# What this task involves:
Using the records that follow, tally the lines containing the word "bounding" and state only the count.

# Available records:
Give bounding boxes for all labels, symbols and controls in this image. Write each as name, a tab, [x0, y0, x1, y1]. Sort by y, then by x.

--

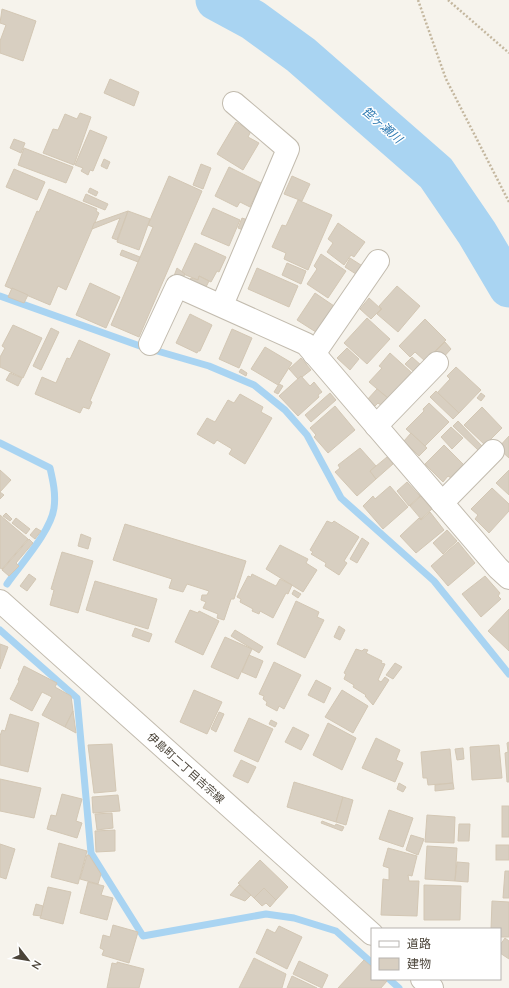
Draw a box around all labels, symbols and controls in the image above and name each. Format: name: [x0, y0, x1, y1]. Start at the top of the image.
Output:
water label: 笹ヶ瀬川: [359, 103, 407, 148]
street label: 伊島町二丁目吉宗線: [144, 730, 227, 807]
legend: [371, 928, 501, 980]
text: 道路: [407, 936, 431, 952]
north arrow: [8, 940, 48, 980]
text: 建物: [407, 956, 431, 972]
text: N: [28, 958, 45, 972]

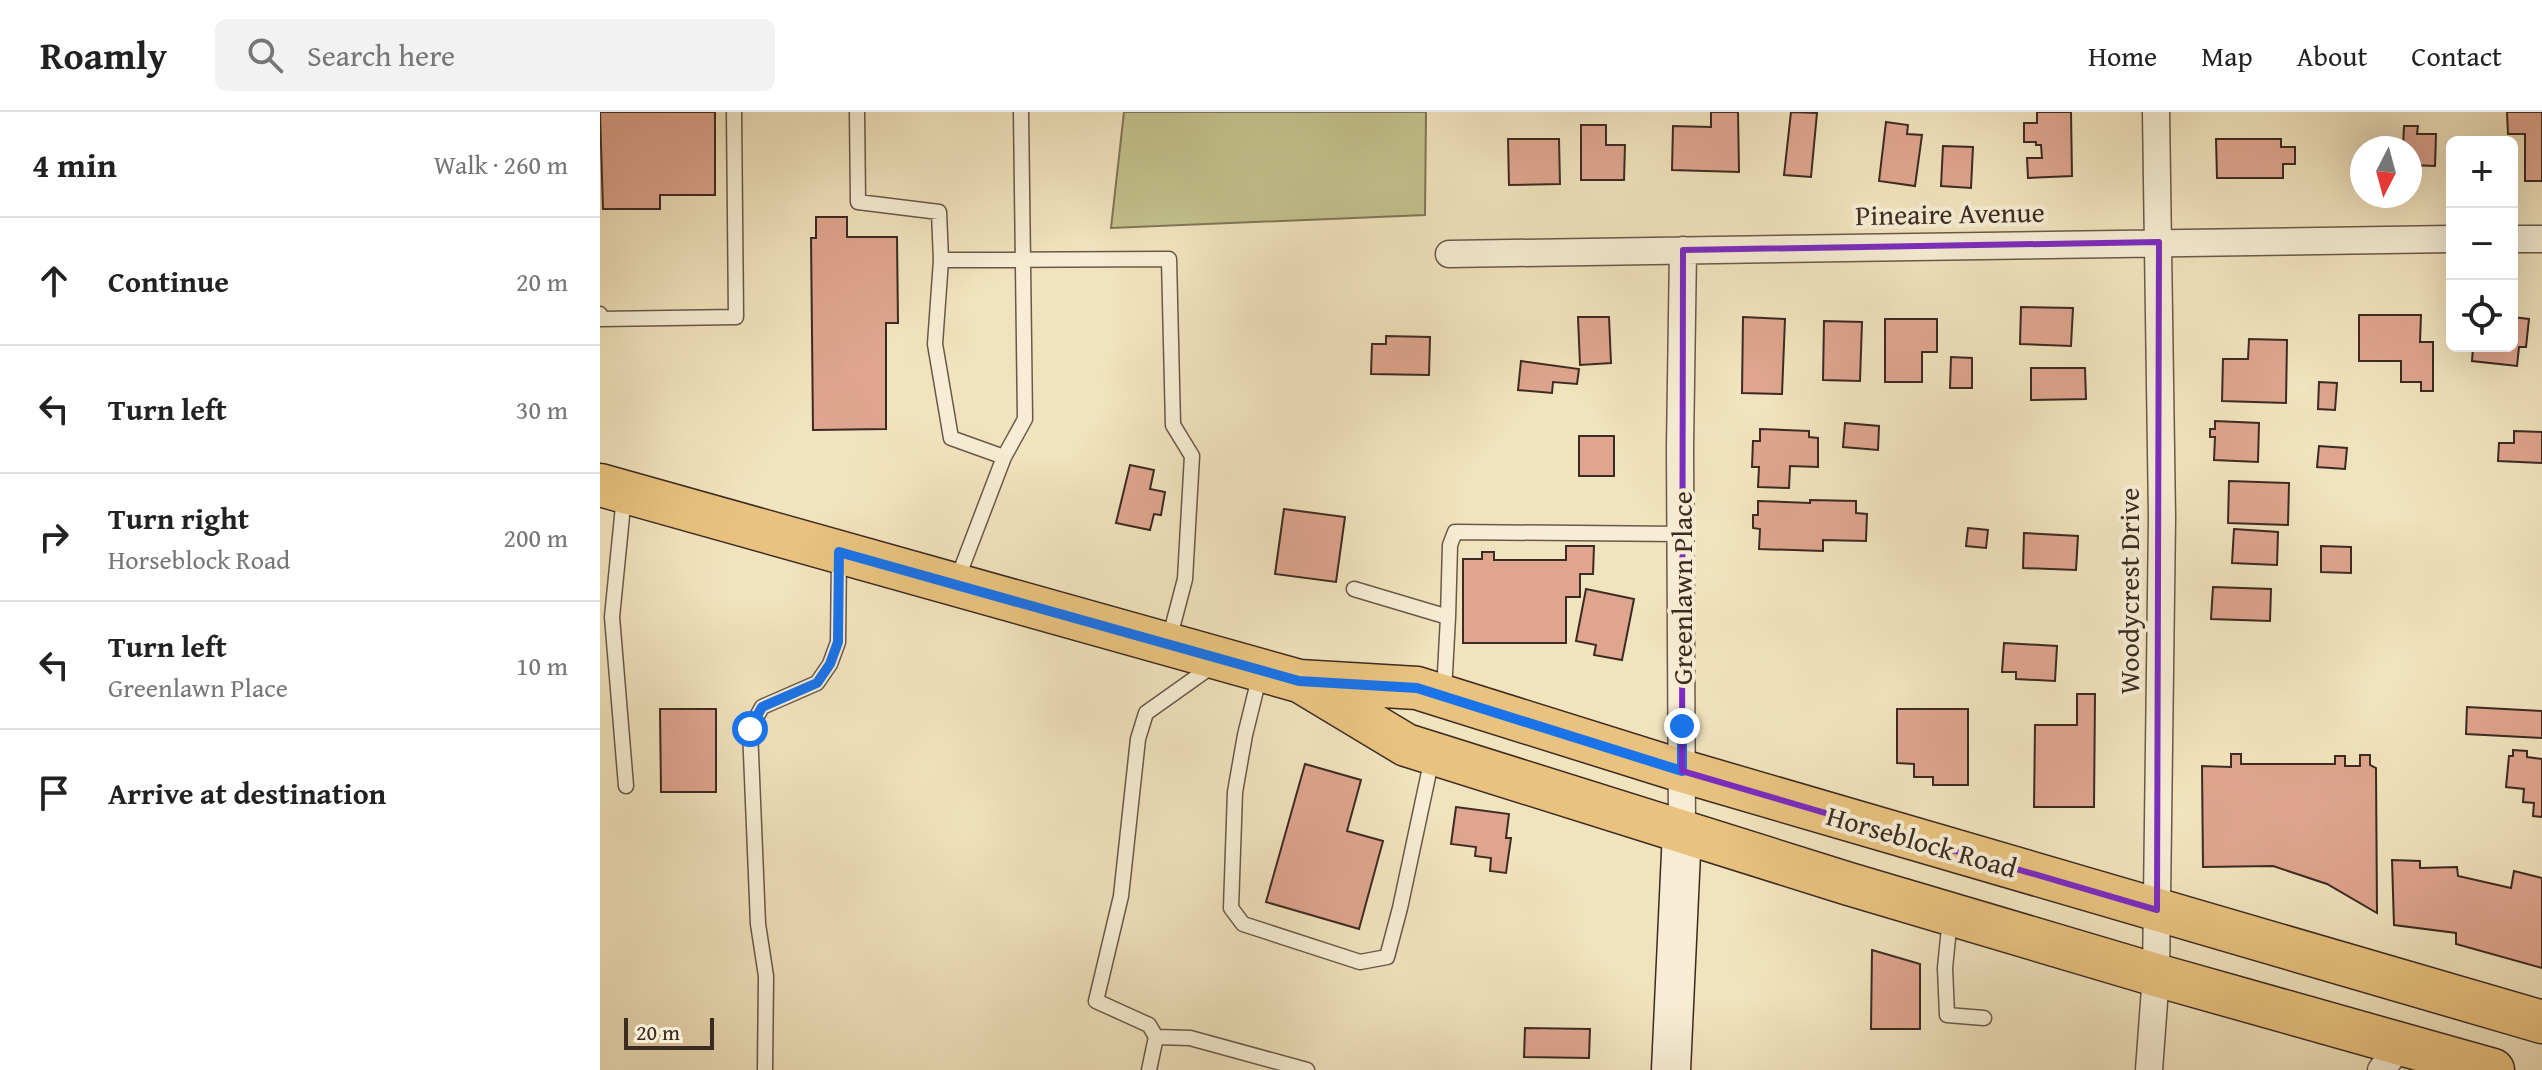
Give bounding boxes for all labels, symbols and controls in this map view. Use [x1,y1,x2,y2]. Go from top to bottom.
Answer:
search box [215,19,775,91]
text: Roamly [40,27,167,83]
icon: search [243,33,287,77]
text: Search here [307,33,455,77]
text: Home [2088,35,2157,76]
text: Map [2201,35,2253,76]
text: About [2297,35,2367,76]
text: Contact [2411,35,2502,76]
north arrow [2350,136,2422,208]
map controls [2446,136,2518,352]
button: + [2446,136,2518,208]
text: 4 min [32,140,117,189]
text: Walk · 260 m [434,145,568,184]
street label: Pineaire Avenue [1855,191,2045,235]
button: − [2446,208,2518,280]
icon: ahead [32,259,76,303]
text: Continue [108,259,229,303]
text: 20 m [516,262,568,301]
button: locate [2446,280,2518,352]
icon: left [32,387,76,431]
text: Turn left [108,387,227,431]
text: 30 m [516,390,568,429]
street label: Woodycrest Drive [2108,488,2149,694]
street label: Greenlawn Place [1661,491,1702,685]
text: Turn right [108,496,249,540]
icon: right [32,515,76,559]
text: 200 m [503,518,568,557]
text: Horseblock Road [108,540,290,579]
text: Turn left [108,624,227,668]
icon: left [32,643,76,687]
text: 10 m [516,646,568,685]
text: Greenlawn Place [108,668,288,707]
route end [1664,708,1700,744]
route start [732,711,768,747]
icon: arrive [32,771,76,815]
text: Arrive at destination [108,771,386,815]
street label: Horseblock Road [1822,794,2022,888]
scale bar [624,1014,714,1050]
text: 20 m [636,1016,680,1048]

---

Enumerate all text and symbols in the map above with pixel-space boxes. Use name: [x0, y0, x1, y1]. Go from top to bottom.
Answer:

# Expected answer:
2